Description of the task. Each line from the line that includes "Draw a box around" through the end of the material below must be transcribed exactly, with no other lines.

Input data.
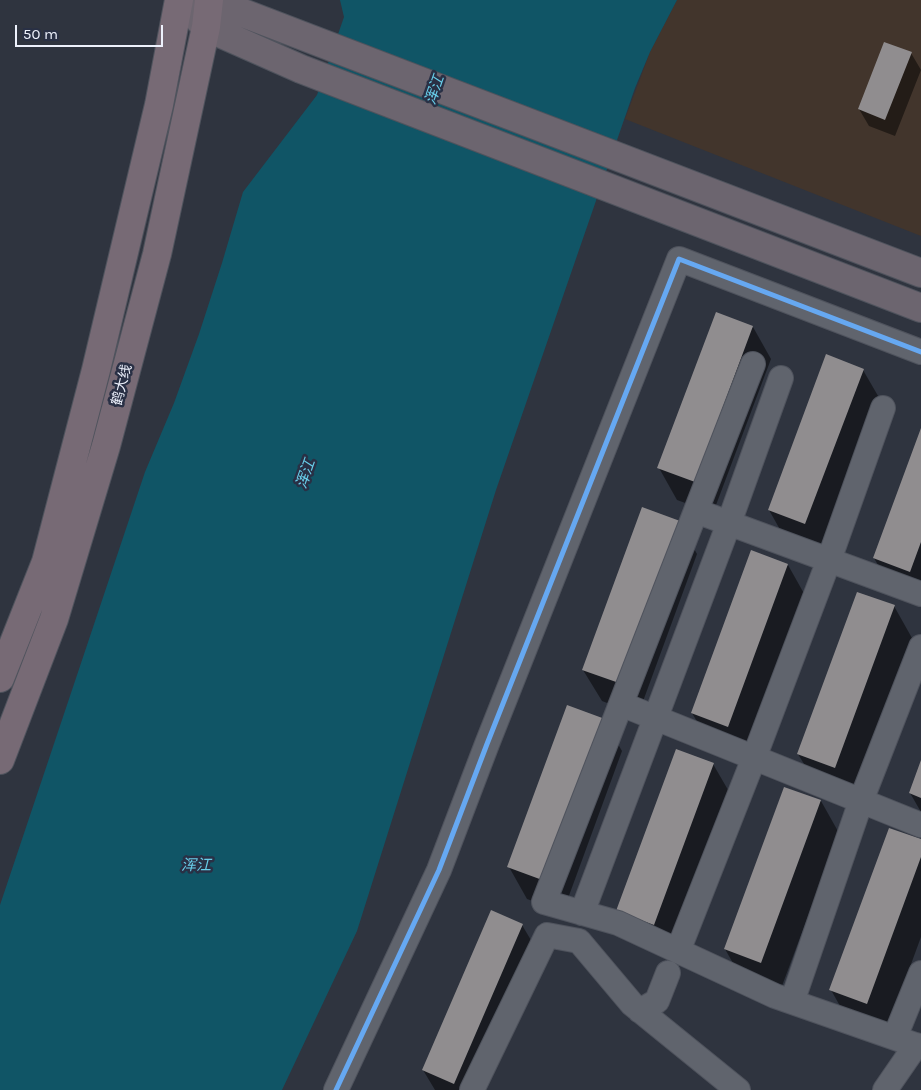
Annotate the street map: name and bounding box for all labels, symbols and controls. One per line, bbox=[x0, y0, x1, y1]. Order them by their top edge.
scale bar bbox=[18, 15, 165, 47]
text: 50 m bbox=[23, 25, 58, 43]
water label: 浑江 bbox=[422, 73, 448, 107]
street label: 鹤大线 bbox=[108, 363, 136, 407]
water label: 浑江 bbox=[293, 457, 319, 491]
water label: 浑江 bbox=[181, 857, 211, 875]

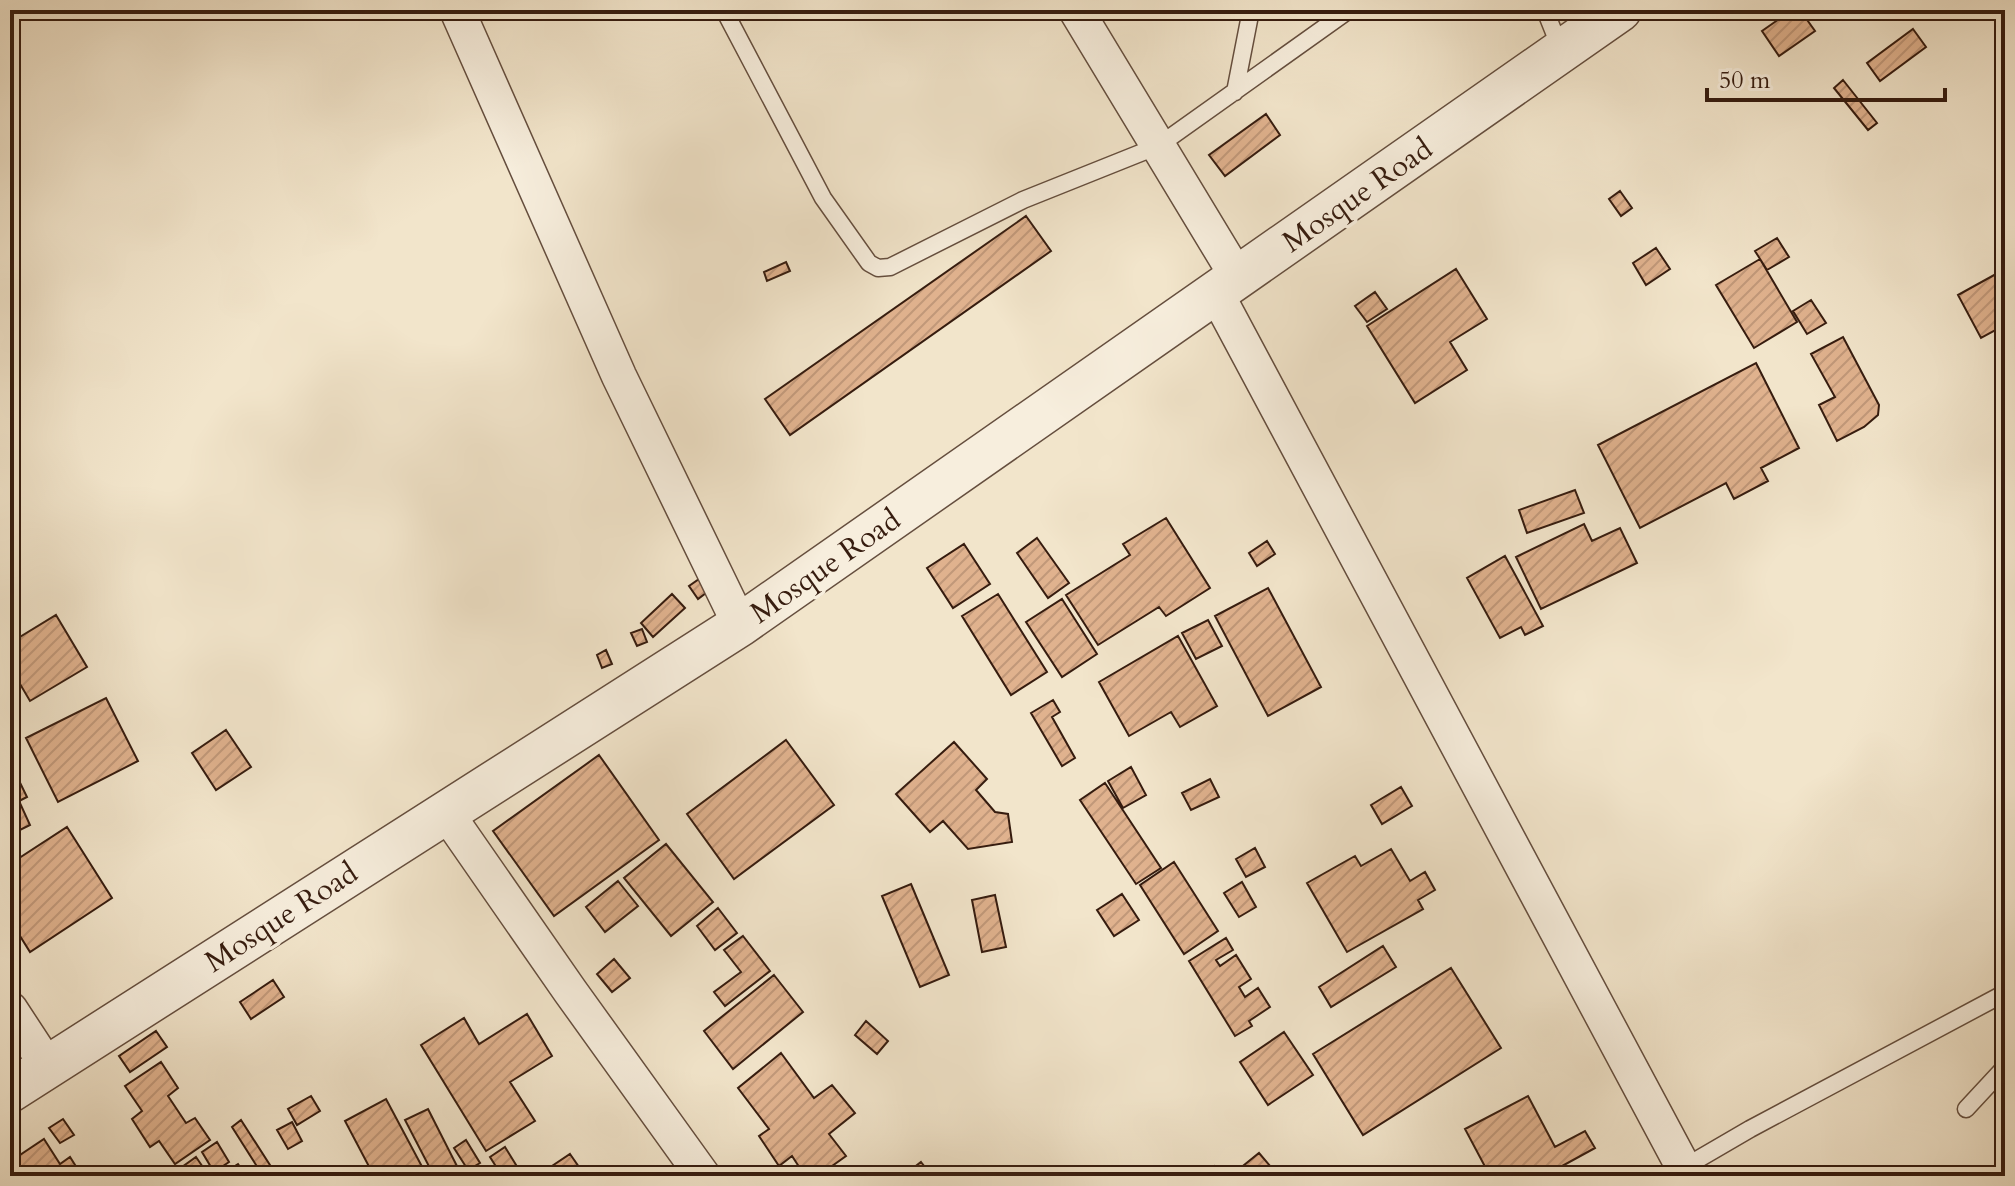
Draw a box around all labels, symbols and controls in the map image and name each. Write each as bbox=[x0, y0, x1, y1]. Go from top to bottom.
scale bar bbox=[1707, 52, 1945, 102]
text: 50 m bbox=[1719, 64, 1771, 97]
street label: Mosque Road bbox=[1274, 129, 1441, 262]
street label: Mosque Road bbox=[742, 500, 909, 633]
street label: Mosque Road bbox=[197, 853, 366, 982]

Result of the exercise.
Draw a box around all labels, symbols and controls in the map image and name each. Write each as bbox=[x0, y0, x1, y1]. Go from top to bottom.
scale bar bbox=[1707, 52, 1945, 102]
text: 50 m bbox=[1719, 64, 1771, 97]
street label: Mosque Road bbox=[1274, 129, 1441, 262]
street label: Mosque Road bbox=[742, 500, 909, 633]
street label: Mosque Road bbox=[197, 853, 366, 982]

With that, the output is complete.